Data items
########
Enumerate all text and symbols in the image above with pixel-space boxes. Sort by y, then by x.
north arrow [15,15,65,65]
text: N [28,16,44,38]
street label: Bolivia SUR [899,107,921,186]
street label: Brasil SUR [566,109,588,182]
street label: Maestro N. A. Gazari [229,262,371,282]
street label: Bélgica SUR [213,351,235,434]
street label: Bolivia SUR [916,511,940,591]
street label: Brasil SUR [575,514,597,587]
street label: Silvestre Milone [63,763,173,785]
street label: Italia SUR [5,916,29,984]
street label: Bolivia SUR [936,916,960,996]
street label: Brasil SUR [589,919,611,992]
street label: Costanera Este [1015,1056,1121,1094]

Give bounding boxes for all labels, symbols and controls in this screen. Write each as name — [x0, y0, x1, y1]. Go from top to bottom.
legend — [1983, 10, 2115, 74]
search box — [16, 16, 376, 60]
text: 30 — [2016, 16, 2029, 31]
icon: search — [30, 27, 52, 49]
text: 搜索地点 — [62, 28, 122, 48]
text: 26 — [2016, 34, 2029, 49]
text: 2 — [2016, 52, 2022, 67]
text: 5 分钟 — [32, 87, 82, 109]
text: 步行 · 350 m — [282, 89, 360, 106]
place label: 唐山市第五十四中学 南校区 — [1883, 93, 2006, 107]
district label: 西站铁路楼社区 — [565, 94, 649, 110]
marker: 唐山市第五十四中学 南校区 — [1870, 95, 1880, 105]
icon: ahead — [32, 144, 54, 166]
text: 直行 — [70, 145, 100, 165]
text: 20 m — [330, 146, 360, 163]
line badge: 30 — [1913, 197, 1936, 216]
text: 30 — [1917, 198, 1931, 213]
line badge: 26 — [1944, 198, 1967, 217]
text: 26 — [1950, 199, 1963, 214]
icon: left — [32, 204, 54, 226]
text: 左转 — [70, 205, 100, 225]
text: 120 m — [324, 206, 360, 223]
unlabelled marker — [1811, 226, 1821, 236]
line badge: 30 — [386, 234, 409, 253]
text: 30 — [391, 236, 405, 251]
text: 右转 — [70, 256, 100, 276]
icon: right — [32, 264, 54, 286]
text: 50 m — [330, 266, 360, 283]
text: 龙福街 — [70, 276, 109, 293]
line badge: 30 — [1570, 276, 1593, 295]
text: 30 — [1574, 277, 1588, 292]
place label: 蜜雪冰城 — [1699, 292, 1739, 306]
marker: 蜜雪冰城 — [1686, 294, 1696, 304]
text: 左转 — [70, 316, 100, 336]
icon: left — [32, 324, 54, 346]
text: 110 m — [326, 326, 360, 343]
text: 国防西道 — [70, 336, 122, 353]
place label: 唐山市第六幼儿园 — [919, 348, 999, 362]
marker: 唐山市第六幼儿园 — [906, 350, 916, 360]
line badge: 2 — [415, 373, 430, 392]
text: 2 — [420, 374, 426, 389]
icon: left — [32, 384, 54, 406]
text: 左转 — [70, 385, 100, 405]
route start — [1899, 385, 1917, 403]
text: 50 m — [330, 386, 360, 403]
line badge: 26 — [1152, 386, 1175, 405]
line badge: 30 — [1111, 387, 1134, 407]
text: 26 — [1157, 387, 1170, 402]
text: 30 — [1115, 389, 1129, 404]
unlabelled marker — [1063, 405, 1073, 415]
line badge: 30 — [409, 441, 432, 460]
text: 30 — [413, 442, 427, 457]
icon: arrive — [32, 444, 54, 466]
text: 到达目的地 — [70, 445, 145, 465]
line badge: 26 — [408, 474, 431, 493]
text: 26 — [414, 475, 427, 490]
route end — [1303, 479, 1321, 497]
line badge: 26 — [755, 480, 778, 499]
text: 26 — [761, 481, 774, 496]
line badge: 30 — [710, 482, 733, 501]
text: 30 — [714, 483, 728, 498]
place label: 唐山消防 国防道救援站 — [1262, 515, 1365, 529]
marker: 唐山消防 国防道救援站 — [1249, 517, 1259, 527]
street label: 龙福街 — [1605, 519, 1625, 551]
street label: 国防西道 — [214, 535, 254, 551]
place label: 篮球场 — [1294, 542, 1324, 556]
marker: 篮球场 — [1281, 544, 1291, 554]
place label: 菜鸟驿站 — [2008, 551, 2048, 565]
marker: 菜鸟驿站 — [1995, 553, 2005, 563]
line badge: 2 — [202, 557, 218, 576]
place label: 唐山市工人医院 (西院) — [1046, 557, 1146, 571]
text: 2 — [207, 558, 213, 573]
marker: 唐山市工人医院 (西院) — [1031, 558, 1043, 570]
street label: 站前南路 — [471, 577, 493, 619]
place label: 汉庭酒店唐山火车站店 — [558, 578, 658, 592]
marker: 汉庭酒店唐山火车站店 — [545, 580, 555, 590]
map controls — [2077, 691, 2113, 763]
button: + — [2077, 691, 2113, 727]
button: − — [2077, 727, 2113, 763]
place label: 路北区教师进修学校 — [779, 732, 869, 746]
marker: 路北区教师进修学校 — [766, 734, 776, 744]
########
> **WORK INSTRUCTION**
With "unlabelled" as the word to match, copy each line of the records that has it.

> **EXERCISE OUTPUT**
unlabelled marker — [1811, 226, 1821, 236]
unlabelled marker — [1063, 405, 1073, 415]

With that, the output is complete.